• Problem requirements: Omit every picture, then give all the entries again exactly.

• Records for the task:
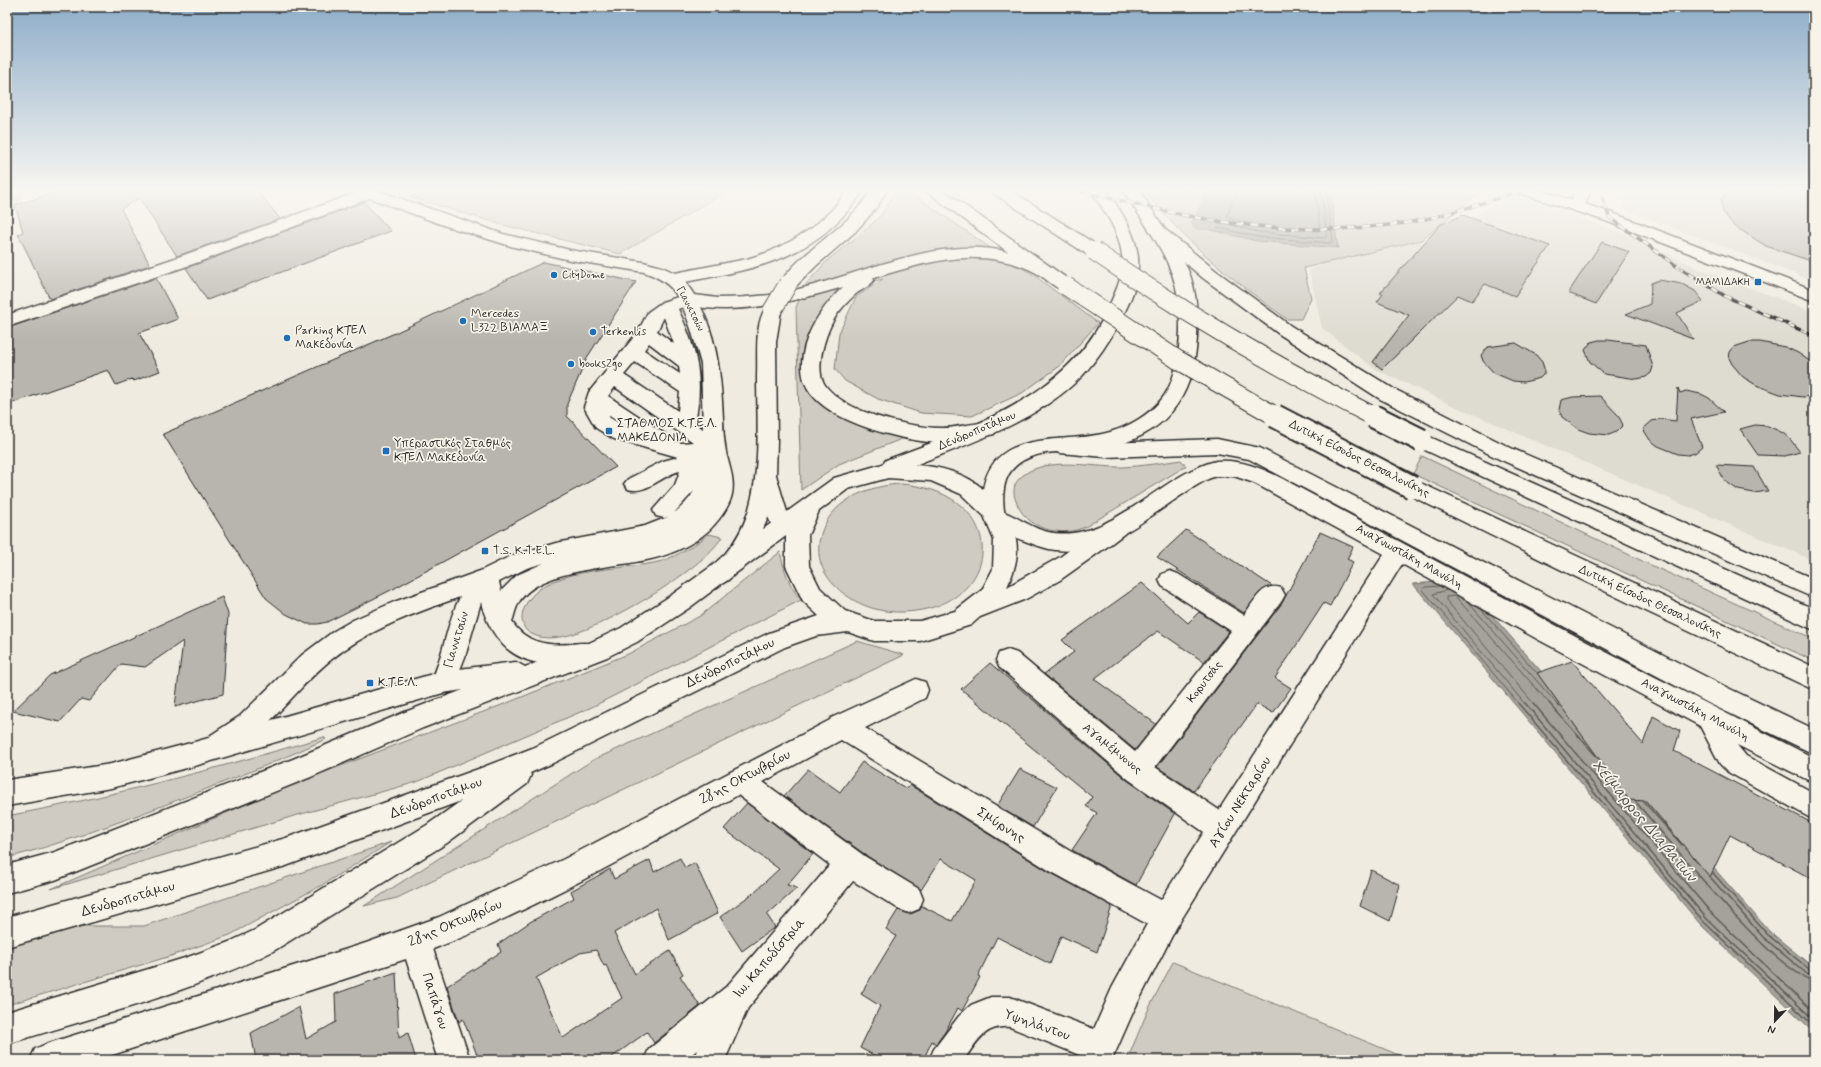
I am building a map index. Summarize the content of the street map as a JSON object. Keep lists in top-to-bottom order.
{
  "streets": {
    "main road": [
      "Γιαννιτσών",
      "Δενδροποτάμου",
      "Δυτική Είσοδος Θεσσαλονίκης",
      "Αναγνωστάκη Μανόλη",
      "Κορυτσάς",
      "Αγαμέμνονος",
      "28ης Οκτωβρίου",
      "Αγίου Νεκταρίου",
      "Σμύρνης",
      "Ιω. Καποδίστρια",
      "Παπάγου",
      "Υψηλάντου"
    ]
  },
  "crossings": [
    ["Γιαννιτσών", "Δενδροποτάμου"],
    ["Δενδροποτάμου", "Αναγνωστάκη Μανόλη"],
    ["Αναγνωστάκη Μανόλη", "Αγίου Νεκταρίου"],
    ["Κορυτσάς", "Αγαμέμνονος"],
    ["Αγαμέμνονος", "Αγίου Νεκταρίου"],
    ["28ης Οκτωβρίου", "Σμύρνης"],
    ["28ης Οκτωβρίου", "Παπάγου"],
    ["Αγίου Νεκταρίου", "Σμύρνης"],
    ["Αγίου Νεκταρίου", "Υψηλάντου"]
  ],
  "water": ["Χείμαρρος Διαβατών"],
  "places": {
    "other": [
      "CityDome",
      "Mercedes L322 ΒΙΑΜΑΞ",
      "Terkenlis",
      "Parking ΚΤΕΛ Μακεδονία",
      "books2go"
    ],
    "transit": [
      "ΜΑΜΙΔΑΚΗ",
      "ΣΤΑΘΜΟΣ Κ.Τ.Ε.Λ. ΜΑΚΕΔΟΝΙΑ",
      "Υπεραστικός Σταθμός ΚΤΕΛ Μακεδονία",
      "T.S. K.T.E.L.",
      "Κ.Τ.Ε.Λ."
    ]
  },
  "north": "bottom"
}
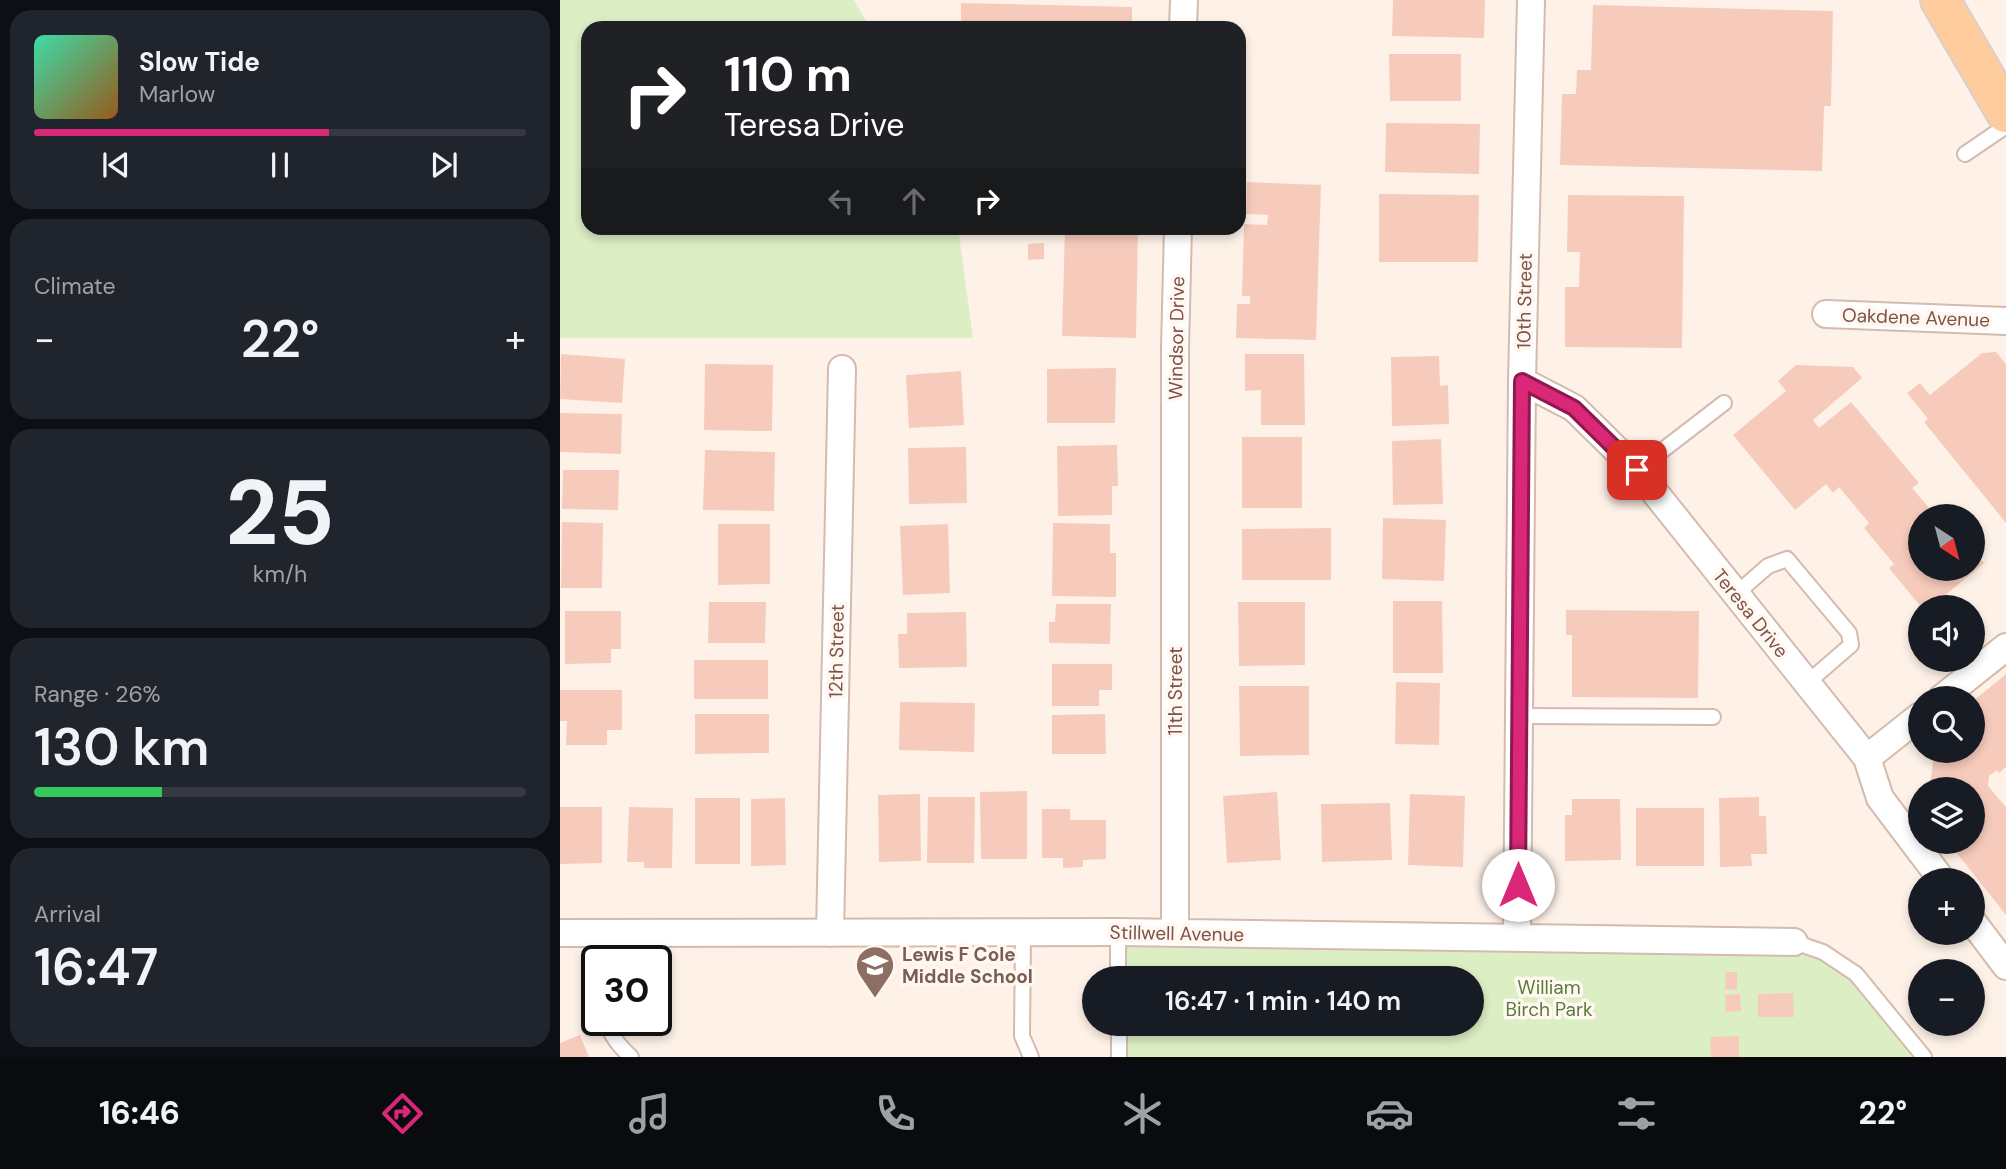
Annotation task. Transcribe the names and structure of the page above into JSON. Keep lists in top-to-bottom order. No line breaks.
{"streets":{"street":["10th Street","Oakdene Avenue","Windsor Drive","Teresa Drive","12th Street","11th Street","Stillwell Avenue"]},"crossings":[["10th Street","Teresa Drive"],["10th Street","Stillwell Avenue"],["Windsor Drive","11th Street"],["12th Street","Stillwell Avenue"],["11th Street","Stillwell Avenue"]],"parks":["William Birch Park"],"places":{"school or university":["Lewis F Cole Middle School"]},"north":"bottom right","page":{"turn":["110 m","Teresa Drive"],"song":["Slow Tide","Marlow"],"tile":["Climate",["25","km/h"],["Range · 26%","130 km"],["Arrival","16:47"]],"heat":["−","22°","+"],"map_buttons":["+","−"],"limit":"30","trip":"16:47 · 1 min · 140 m","tabs":["16:46","22°"]}}
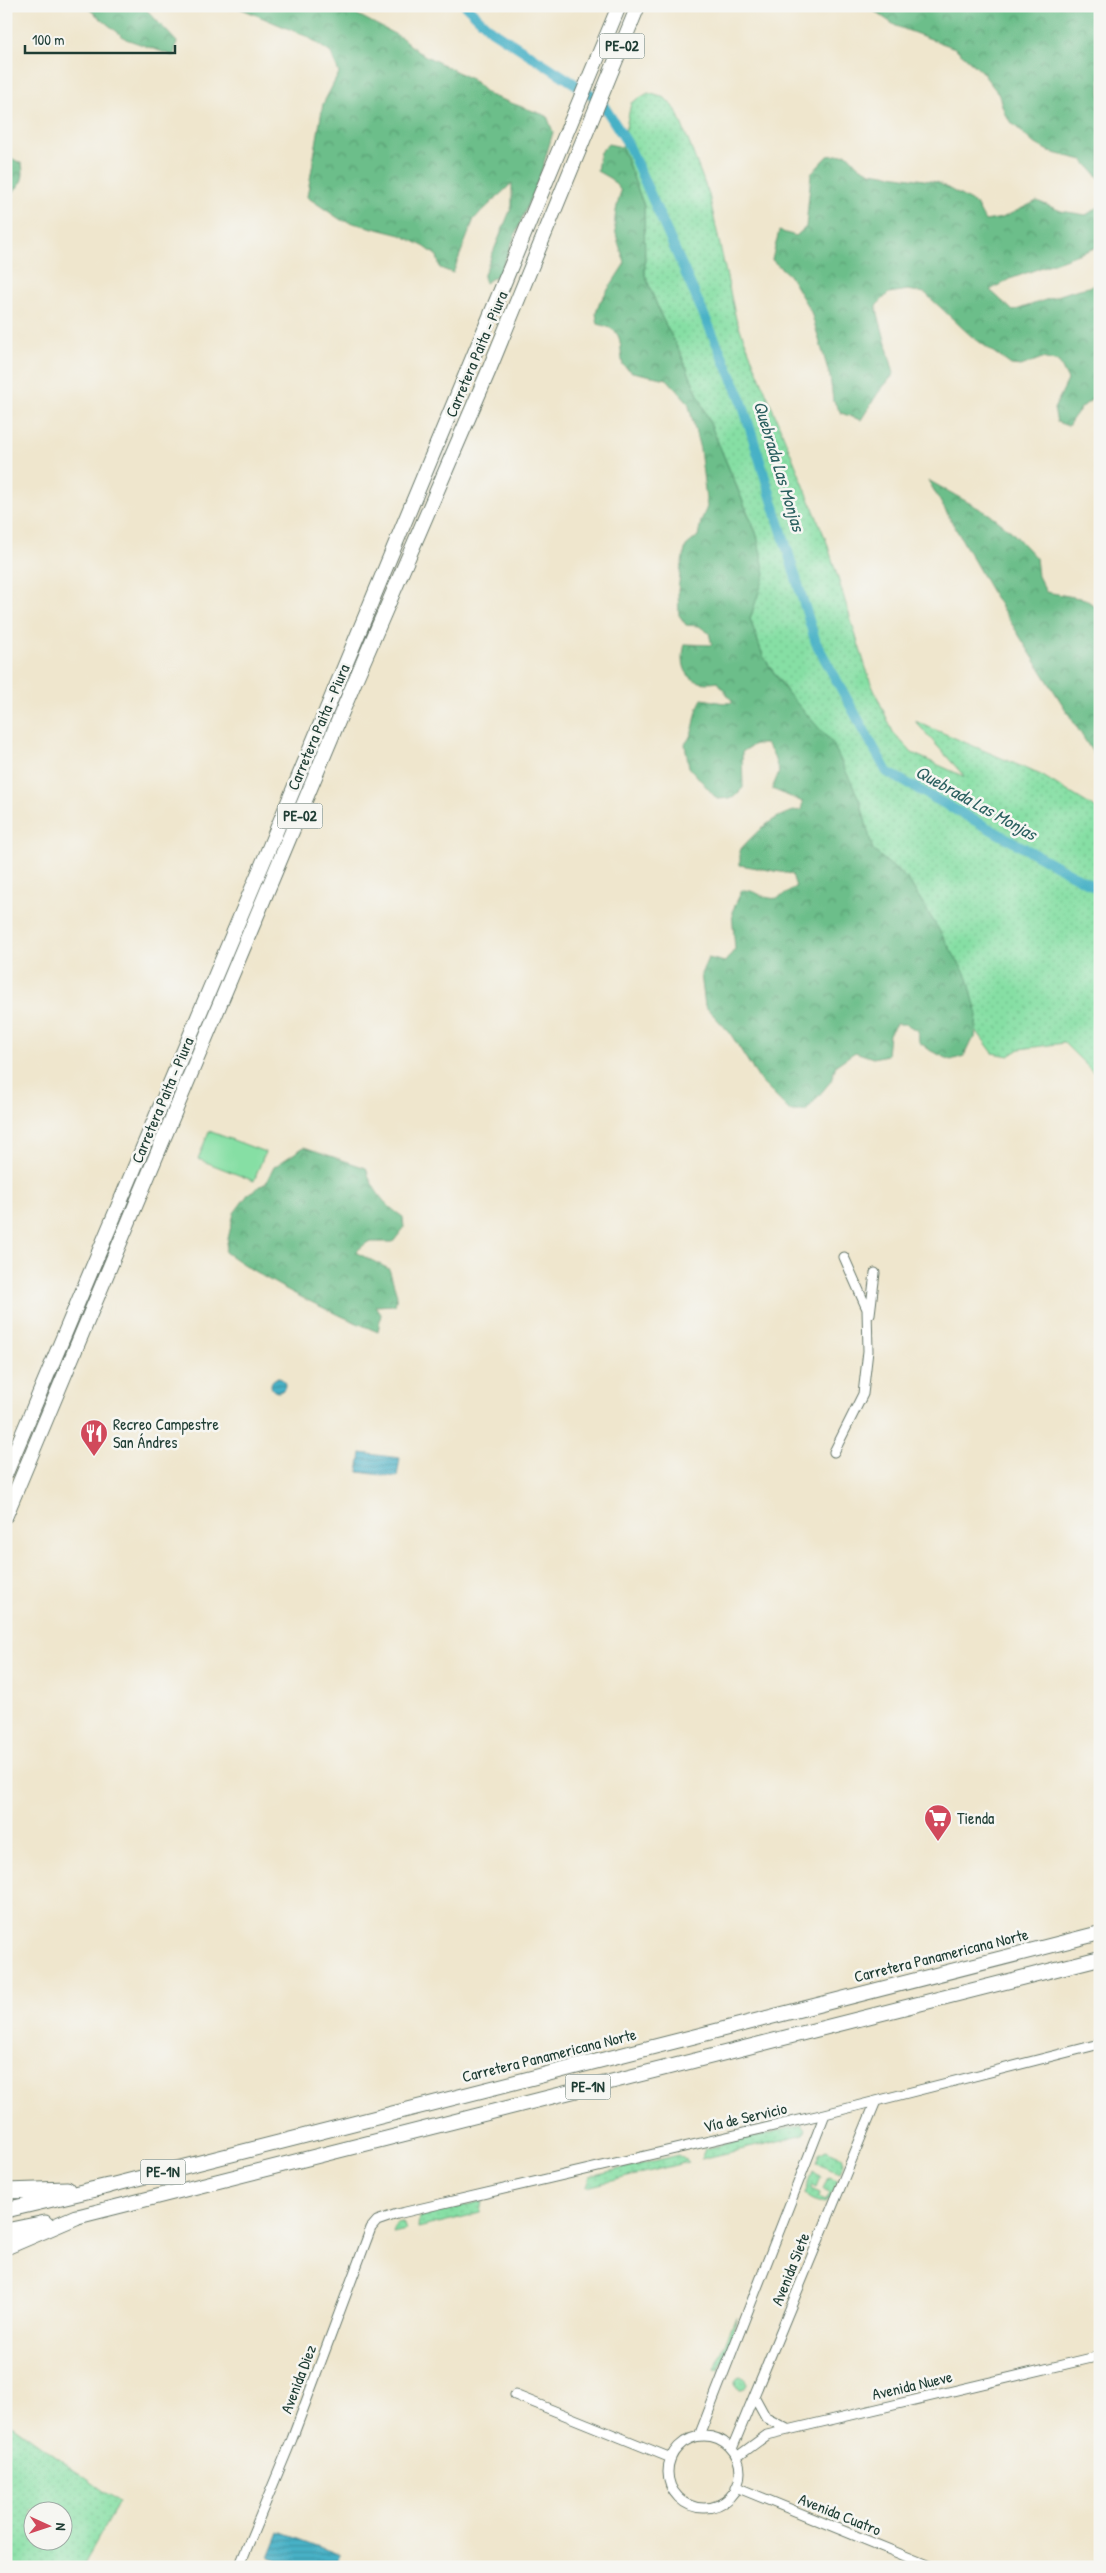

• Your response:
I am building a map index. Summarize the content of the street map as a JSON object. Keep lists in top-to-bottom order.
{
  "streets": {
    "main road": [
      "Γιαννιτσών",
      "Δενδροποτάμου",
      "Δυτική Είσοδος Θεσσαλονίκης",
      "Αναγνωστάκη Μανόλη",
      "Κορυτσάς",
      "Αγαμέμνονος",
      "28ης Οκτωβρίου",
      "Αγίου Νεκταρίου",
      "Σμύρνης",
      "Ιω. Καποδίστρια",
      "Παπάγου",
      "Υψηλάντου"
    ]
  },
  "crossings": [
    ["Γιαννιτσών", "Δενδροποτάμου"],
    ["Δενδροποτάμου", "Αναγνωστάκη Μανόλη"],
    ["Αναγνωστάκη Μανόλη", "Αγίου Νεκταρίου"],
    ["Κορυτσάς", "Αγαμέμνονος"],
    ["Αγαμέμνονος", "Αγίου Νεκταρίου"],
    ["28ης Οκτωβρίου", "Σμύρνης"],
    ["28ης Οκτωβρίου", "Παπάγου"],
    ["Αγίου Νεκταρίου", "Σμύρνης"],
    ["Αγίου Νεκταρίου", "Υψηλάντου"]
  ],
  "water": ["Χείμαρρος Διαβατών"],
  "places": {
    "other": [
      "CityDome",
      "Mercedes L322 ΒΙΑΜΑΞ",
      "Terkenlis",
      "Parking ΚΤΕΛ Μακεδονία",
      "books2go"
    ],
    "transit": [
      "ΜΑΜΙΔΑΚΗ",
      "ΣΤΑΘΜΟΣ Κ.Τ.Ε.Λ. ΜΑΚΕΔΟΝΙΑ",
      "Υπεραστικός Σταθμός ΚΤΕΛ Μακεδονία",
      "T.S. K.T.E.L.",
      "Κ.Τ.Ε.Λ."
    ]
  },
  "north": "bottom"
}
Annotation task. Transcribe the names and structure of the page above into JSON. Keep lists in top-to-bottom order. No line breaks.
{"streets":{"street":["10th Street","Oakdene Avenue","Windsor Drive","Teresa Drive","12th Street","11th Street","Stillwell Avenue"]},"crossings":[["10th Street","Teresa Drive"],["10th Street","Stillwell Avenue"],["Windsor Drive","11th Street"],["12th Street","Stillwell Avenue"],["11th Street","Stillwell Avenue"]],"parks":["William Birch Park"],"places":{"school or university":["Lewis F Cole Middle School"]},"north":"bottom right","page":{"turn":["110 m","Teresa Drive"],"song":["Slow Tide","Marlow"],"tile":["Climate",["25","km/h"],["Range · 26%","130 km"],["Arrival","16:47"]],"heat":["−","22°","+"],"map_buttons":["+","−"],"limit":"30","trip":"16:47 · 1 min · 140 m","tabs":["16:46","22°"]}}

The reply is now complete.